Even after a week's time the Daily Prophet did not know about the latest attack on Harry, but the students knew and their rumors filled the castle until the atmosphere felt as oppressive as Azkaban's. Worse yet, after Dumbledore decided to keep the students confined to Hogwarts in light of this new attack, under the excuse that the faculty needed to keep them safe from the repairs to the main hallways, gossip incubated within the houses and Draco was their favorite topic. McGonagall assured both him and Severus that neither Ron nor Hermione had broken confidence, but after Harry's attack and Draco's hrofana spell in front of several Gryffindors, many students had reached a verdict.

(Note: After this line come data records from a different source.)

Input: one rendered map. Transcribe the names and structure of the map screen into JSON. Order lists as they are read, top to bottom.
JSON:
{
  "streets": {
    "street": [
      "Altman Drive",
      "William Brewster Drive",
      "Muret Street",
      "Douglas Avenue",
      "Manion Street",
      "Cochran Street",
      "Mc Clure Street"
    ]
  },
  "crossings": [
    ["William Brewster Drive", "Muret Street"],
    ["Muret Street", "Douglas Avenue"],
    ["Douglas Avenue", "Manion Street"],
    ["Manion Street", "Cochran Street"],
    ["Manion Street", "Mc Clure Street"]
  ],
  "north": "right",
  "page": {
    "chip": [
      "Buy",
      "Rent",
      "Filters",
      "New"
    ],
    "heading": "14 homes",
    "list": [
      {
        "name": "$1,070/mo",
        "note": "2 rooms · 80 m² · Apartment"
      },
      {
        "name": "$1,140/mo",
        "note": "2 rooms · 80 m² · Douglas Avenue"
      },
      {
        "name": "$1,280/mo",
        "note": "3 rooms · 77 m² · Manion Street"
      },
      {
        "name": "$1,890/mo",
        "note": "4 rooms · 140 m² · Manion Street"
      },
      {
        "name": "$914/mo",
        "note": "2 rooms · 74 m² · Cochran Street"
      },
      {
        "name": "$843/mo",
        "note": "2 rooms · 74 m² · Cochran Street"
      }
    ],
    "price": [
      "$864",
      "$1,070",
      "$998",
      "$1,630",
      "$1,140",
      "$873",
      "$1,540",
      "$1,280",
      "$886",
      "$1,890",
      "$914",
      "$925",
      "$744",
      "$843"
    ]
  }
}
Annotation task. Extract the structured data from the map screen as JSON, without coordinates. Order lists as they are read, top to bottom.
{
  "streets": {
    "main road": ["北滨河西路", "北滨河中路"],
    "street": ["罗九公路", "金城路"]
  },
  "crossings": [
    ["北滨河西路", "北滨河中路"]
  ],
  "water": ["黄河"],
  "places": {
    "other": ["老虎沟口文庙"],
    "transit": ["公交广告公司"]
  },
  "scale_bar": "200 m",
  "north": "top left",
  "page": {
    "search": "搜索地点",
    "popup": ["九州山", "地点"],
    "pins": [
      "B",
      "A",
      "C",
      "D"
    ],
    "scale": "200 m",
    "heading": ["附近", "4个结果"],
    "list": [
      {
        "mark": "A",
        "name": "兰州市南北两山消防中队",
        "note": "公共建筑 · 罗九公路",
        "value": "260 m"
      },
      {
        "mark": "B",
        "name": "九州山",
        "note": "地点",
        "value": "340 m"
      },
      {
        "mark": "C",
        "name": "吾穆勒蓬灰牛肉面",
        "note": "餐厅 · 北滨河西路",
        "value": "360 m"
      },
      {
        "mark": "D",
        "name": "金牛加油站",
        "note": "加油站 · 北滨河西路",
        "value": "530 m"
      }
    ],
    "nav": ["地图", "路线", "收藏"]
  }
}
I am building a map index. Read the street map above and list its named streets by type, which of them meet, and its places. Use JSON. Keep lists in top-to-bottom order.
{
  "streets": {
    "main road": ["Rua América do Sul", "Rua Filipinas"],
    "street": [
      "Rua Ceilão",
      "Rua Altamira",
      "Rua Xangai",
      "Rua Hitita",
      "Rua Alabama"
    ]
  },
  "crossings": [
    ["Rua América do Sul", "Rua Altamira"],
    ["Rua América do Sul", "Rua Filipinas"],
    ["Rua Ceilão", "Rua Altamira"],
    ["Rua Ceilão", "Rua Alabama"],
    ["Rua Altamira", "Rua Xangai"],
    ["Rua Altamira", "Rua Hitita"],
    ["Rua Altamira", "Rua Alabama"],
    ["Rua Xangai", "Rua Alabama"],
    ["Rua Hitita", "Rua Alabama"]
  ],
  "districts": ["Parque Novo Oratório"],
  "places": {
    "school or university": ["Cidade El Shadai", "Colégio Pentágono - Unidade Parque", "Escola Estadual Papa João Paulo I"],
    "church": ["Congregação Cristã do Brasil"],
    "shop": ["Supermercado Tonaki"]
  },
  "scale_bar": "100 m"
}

There were many students from every house who did not believe he was dark, but there were many who did. The punishment for a discovered dark wizard was expulsion from the community, and if the wizard died in the effort, so much the better. Purely as a precautionary measure, Severus had removed him from classes and confined him in Slytherin, but that no one had suffered any further attacks only confirmed to his condemners that Draco was responsible. For the past week, he hadn't dared leave his common room. Time seemed to stand still inside Slytherin. Taking this late night stroll felt like a breath of fresh air.

Out from the dungeons and under the sky, he at last saw the moon, just a sliver of light behind the clouds. Tomorrow night Pansy would bring the Slytherins home.

Just within sight of Hagrid's hovel a large fallen tree provided a convenient seat, and as he sat down he wished he'd brought his broom with him. At the time, sneaking out and walking the whole way had seemed like a wonderful break from being cooped up inside the dungeons. Now he just felt sore and winded.

He didn't know how long he would wait. Perhaps until sunrise, although that would mean no sleep. Dumbledore's new list of potions he wanted by the end of the week was nearly three feet long and Severus intended to work from dawn to moonrise each day. Even without classes, he was exhausted.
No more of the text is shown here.